How to complete this task: In the entries below, find the line with "position:relative; width:905px; height:2224px;" and the line with "filter:drop-shadow(0 0 2px". Reproduce those two lines and every line between them exactly, and nothing more.

(Stored records)
+---+

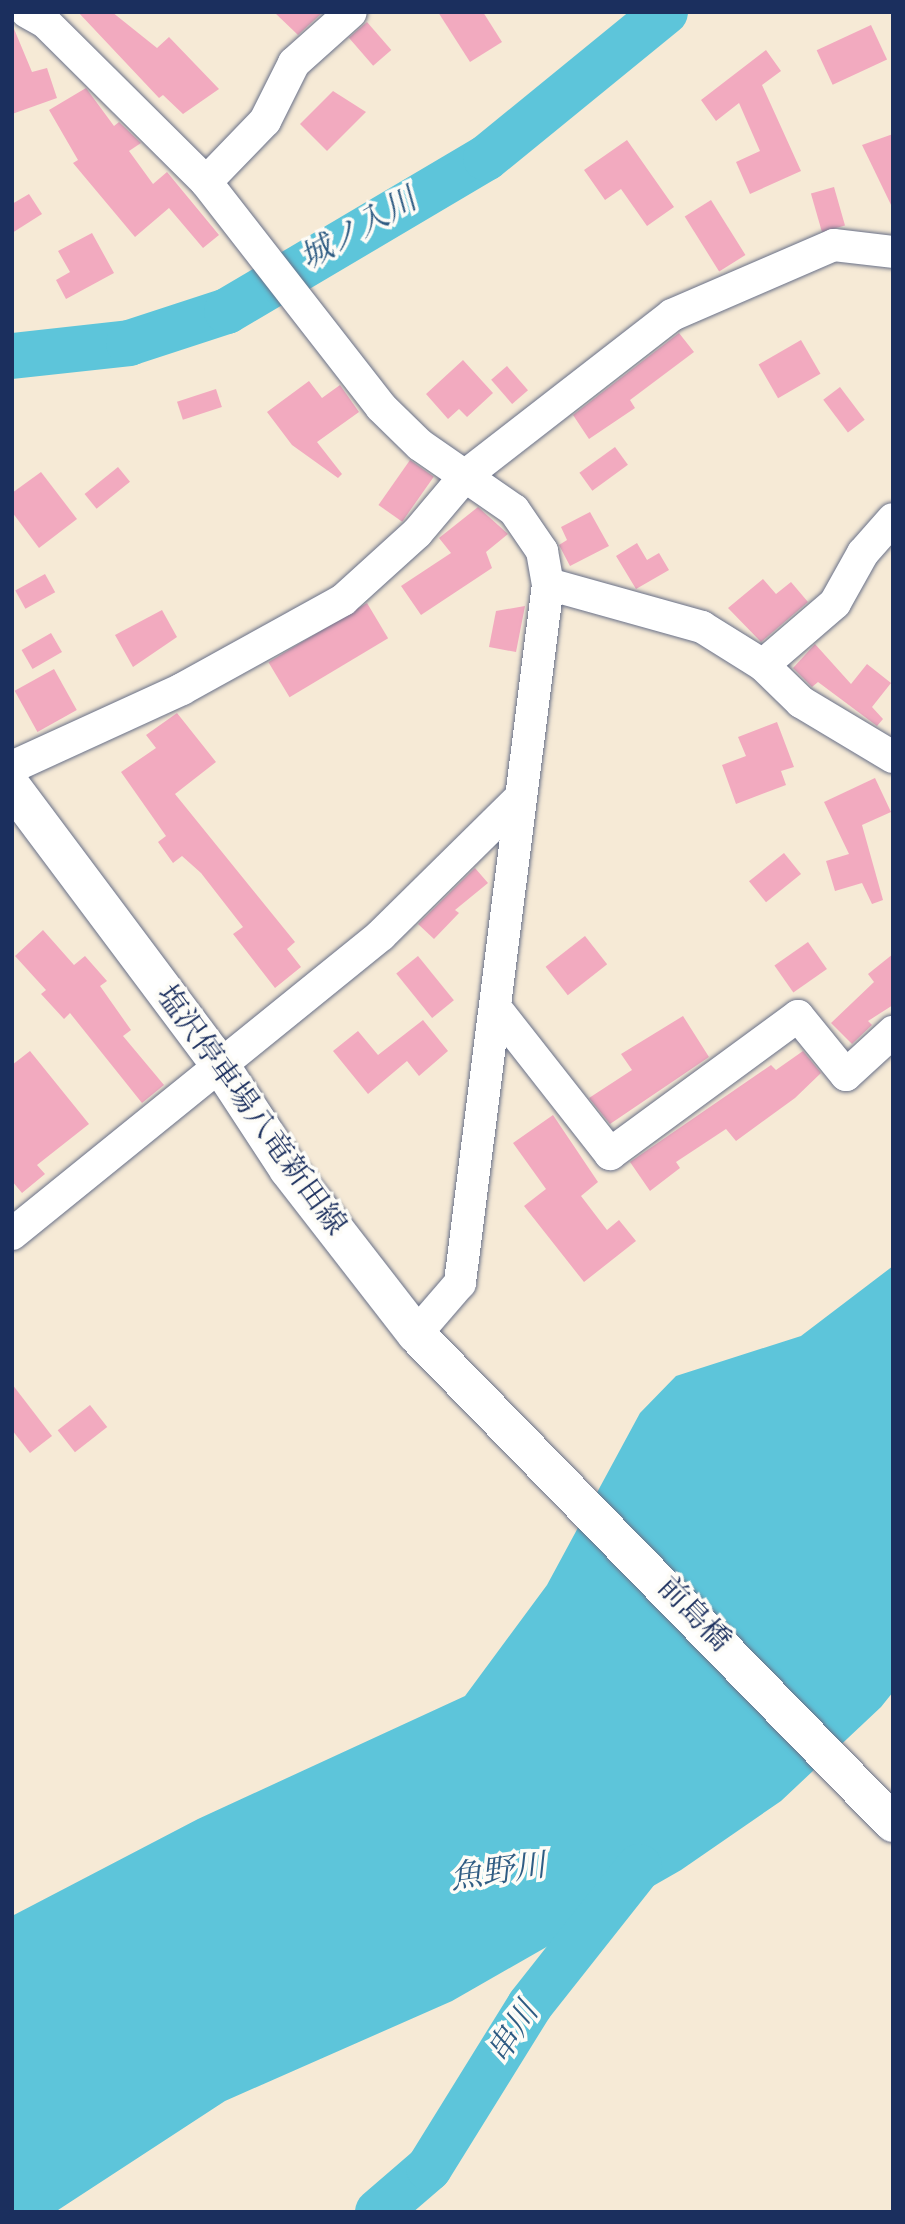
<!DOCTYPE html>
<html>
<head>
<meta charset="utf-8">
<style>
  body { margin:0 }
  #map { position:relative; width:905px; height:2224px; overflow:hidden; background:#f6ead6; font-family:"IM FELL DW Pica","Noto Serif JP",serif }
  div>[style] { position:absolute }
  .water>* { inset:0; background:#5dc5da }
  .river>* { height:46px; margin:-23px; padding:0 23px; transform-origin:23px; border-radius:23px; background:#5dc5da }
  .building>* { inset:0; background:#f2aabf; transform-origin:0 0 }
  .roads { filter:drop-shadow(0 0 2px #687088) drop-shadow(0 0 2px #687088) }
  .minor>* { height:32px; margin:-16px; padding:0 16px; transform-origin:16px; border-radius:16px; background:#fff }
  .major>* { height:38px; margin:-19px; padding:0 19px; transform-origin:19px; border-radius:19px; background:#fff }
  span { translate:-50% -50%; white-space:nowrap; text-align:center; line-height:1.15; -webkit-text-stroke:7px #fdfcf7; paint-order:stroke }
  .street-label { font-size:30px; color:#1b2f5e }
  .water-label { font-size:32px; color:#2f5c83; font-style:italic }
  .frame { position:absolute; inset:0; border:14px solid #1b2f5e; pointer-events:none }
</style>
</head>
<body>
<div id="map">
  <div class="water">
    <div style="clip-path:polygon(893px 1266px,893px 1692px,881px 1707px,781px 1801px,681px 1870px,452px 2001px,225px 2101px,55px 2212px,12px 2212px,12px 1916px,198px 1819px,465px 1696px,547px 1585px,640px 1413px,676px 1376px,801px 1336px)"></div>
  </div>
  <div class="river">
    <div style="left:12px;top:356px;width:118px;rotate:-6.3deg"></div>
    <div style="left:129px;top:343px;width:103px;rotate:-18.1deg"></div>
    <div style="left:227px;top:311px;width:301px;rotate:-30.6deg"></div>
    <div style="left:486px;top:158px;width:231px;rotate:-39.2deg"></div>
    <div style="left:378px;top:2212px;width:67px;rotate:-40.8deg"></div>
    <div style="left:429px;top:2168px;width:192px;rotate:-58.2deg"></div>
    <div style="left:530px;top:2005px;width:176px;rotate:-51.7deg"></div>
  </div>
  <div class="building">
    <div style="clip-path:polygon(78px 12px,112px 12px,157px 48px,169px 37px,219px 89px,183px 114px,163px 95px,159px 98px)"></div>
    <div style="clip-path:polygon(274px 12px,323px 12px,298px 35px)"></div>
    <div style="clip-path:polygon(438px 12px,483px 12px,502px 42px,470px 62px)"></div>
    <div style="left:367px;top:22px;width:37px;height:24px;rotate:49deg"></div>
    <div style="clip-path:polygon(12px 24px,32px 72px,47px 68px,57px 98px,12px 114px)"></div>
    <div style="left:871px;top:25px;width:38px;height:60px;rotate:65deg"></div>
    <div style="clip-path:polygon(766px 50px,781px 71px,762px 85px,801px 171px,750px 194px,736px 162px,760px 151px,739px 103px,716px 121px,701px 100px)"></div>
    <div style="clip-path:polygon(86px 88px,114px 126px,119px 122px,141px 143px,129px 151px,153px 184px,167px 172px,219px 235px,203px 248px,169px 208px,135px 237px,73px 163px,78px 160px,49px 110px)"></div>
    <div style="clip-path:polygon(333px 91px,366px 112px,327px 151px,300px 124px)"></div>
    <div style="clip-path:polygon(893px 134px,893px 209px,862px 145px)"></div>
    <div style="clip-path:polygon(627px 140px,674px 207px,647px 226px,621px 189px,605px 200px,584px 170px)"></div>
    <div style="left:834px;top:187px;width:40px;height:24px;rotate:74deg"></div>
    <div style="clip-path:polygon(29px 194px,42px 214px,12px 233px,12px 204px)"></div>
    <div style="left:711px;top:200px;width:65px;height:31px;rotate:58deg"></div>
    <div style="clip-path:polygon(92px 233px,114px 273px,66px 299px,56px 280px,70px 272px,58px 251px)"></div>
    <div style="clip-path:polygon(679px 333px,694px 352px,630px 400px,635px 408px,589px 439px,573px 415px)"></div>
    <div style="left:801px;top:340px;width:39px;height:49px;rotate:60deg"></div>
    <div style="clip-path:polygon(463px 360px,493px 393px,467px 417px,459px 409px,448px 419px,426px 394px)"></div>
    <div style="left:507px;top:366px;width:32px;height:21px;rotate:49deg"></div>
    <div style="clip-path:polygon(309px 381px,322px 398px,340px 385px,359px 412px,317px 442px,342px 474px,338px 478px,292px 445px,267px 412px)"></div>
    <div style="left:840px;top:387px;width:41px;height:21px;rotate:53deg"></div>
    <div style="left:216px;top:389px;width:19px;height:41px;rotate:72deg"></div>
    <div style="left:615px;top:447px;width:22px;height:44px;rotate:54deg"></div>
    <div style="left:410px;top:460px;width:29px;height:55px;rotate:35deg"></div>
    <div style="left:118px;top:467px;width:19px;height:43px;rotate:51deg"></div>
    <div style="clip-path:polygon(41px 472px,77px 519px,39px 548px,12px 512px,12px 493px)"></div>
    <div style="clip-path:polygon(478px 507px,508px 534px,486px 552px,492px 568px,421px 615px,401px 586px,451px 553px,439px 538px)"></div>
    <div style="clip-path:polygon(590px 512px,609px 546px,570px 566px,559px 545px,567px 540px,561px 527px)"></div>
    <div style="clip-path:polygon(637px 543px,647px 560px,659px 553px,669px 570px,636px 589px,616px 556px)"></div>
    <div style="left:45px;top:574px;width:21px;height:34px;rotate:61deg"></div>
    <div style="clip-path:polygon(763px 579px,776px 594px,791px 582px,808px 602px,761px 642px,728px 608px)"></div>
    <div style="left:367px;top:603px;width:41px;height:115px;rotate:59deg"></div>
    <div style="clip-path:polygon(525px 606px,516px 652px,489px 647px,496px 611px)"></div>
    <div style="clip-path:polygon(162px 610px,177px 637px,133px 667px,115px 635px)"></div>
    <div style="left:51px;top:633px;width:22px;height:34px;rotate:60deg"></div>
    <div style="clip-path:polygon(815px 644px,851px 684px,867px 664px,891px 683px,872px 707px,883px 719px,877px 726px,818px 682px,812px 687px,793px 668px)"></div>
    <div style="left:54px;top:669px;width:47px;height:45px;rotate:61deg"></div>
    <div style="clip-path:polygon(177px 713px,216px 762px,175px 794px,295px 942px,287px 949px,301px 967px,275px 988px,233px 934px,243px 927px,201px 873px,182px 856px,173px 863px,158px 842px,166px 836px,121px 772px,156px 748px,146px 735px)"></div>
    <div style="clip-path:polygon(777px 722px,794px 767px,781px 771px,786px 785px,736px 804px,722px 765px,746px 756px,738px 737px)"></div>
    <div style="clip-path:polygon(875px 778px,891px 812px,862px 825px,883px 900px,872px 904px,862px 883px,835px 891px,826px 861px,849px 854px,824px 802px)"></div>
    <div style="left:784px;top:853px;width:27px;height:45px;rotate:51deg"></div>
    <div style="clip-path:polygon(475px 868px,488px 883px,455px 910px,459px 913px,434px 939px,418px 924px)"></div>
    <div style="clip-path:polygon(43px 930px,74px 965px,85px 956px,107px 981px,100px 986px,131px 1030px,123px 1036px,164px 1085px,142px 1103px,70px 1013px,64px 1019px,41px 994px,46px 990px,15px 956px)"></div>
    <div style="left:585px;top:936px;width:36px;height:50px;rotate:52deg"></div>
    <div style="left:808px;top:942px;width:33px;height:41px;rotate:55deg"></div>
    <div style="clip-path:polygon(893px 954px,893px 1005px,868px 1021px,872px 1025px,852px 1044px,831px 1023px,874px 982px,868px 974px)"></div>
    <div style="left:418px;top:956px;width:57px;height:28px;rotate:51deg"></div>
    <div style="clip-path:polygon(683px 1016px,709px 1057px,610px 1124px,589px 1098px,632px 1070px,621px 1054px)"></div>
    <div style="clip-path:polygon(423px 1020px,448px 1051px,419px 1076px,407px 1061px,368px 1094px,333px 1051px,358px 1031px,378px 1055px)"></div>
    <div style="clip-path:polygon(30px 1051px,89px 1124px,37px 1165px,45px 1174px,22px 1193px,12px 1181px,12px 1065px)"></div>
    <div style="clip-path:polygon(803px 1051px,821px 1073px,795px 1098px,736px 1141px,726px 1129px,676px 1162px,680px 1168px,650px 1191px,630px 1162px,771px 1065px,776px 1070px)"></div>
    <div style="clip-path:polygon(553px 1115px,598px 1182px,581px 1196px,607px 1230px,619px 1220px,636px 1241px,584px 1282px,524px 1206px,546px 1189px,513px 1143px)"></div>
    <div style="clip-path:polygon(12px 1384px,52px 1436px,30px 1453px,12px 1430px)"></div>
    <div style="left:90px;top:1405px;width:28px;height:41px;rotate:52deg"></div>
  </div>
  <div class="roads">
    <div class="minor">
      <div style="left:27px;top:12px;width:21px;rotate:29deg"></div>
      <div style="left:45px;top:22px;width:227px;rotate:44.8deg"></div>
      <div style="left:206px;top:182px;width:285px;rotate:52.1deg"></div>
      <div style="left:381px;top:407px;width:54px;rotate:44.3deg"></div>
      <div style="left:420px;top:445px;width:114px;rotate:34.7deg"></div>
      <div style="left:514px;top:510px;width:50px;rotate:55.7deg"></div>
      <div style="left:542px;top:551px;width:34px;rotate:80deg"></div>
      <div style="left:548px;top:584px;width:705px;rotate:97.18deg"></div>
      <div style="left:460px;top:1283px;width:67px;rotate:130.8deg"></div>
      <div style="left:206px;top:182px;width:85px;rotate:-46deg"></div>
      <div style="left:265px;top:121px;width:65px;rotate:-63.4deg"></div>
      <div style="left:294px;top:63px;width:76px;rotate:-41.8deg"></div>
      <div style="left:548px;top:584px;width:160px;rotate:15.6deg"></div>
      <div style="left:702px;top:627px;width:72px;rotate:31.9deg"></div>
      <div style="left:763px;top:665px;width:53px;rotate:44.2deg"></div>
      <div style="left:801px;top:702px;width:107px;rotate:30.9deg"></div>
      <div style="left:763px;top:665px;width:95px;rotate:-40.7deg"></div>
      <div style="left:835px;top:603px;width:57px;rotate:-60.8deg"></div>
      <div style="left:863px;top:553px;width:45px;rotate:-48.6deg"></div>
      <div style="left:12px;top:767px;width:187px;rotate:-24.6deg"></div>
      <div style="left:182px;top:689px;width:184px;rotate:-28.9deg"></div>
      <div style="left:343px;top:600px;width:100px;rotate:-42.2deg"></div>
      <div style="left:417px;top:533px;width:76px;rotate:-49.8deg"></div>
      <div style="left:466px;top:475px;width:261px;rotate:-37.8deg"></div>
      <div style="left:672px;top:315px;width:176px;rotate:-23.4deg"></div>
      <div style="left:834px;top:245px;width:59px;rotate:6.8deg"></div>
      <div style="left:498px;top:1011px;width:182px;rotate:51.9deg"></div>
      <div style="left:610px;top:1154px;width:233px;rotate:-36.3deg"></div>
      <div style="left:798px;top:1016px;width:76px;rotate:50.9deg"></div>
      <div style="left:846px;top:1075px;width:64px;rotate:-42.5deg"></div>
      <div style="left:12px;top:1234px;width:475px;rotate:-39deg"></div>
      <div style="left:381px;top:935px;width:190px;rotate:-44.6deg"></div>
    </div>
    <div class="major">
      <div style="left:12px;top:787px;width:351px;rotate:53.2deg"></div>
      <div style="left:222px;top:1068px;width:121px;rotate:56.8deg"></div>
      <div style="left:288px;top:1169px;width:209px;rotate:52.2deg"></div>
      <div style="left:416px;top:1334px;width:683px;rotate:45.71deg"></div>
    </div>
  </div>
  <div class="street-label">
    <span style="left:250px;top:1111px;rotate:54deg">塩沢停車場八竜新田線</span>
    <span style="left:693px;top:1615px;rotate:46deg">前島橋</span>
  </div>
  <div class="water-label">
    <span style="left:359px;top:230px;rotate:-30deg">城ノ入川</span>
    <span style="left:498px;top:1873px;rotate:-8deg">魚野川</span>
    <span style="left:514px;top:2033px;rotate:-57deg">串川</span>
  </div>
  <div class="frame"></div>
</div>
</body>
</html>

+---+

Response for this exercise:
  #map { position:relative; width:905px; height:2224px; overflow:hidden; background:#f6ead6; font-family:"IM FELL DW Pica","Noto Serif JP",serif }
  div>[style] { position:absolute }
  .water>* { inset:0; background:#5dc5da }
  .river>* { height:46px; margin:-23px; padding:0 23px; transform-origin:23px; border-radius:23px; background:#5dc5da }
  .building>* { inset:0; background:#f2aabf; transform-origin:0 0 }
  .roads { filter:drop-shadow(0 0 2px #687088) drop-shadow(0 0 2px #687088) }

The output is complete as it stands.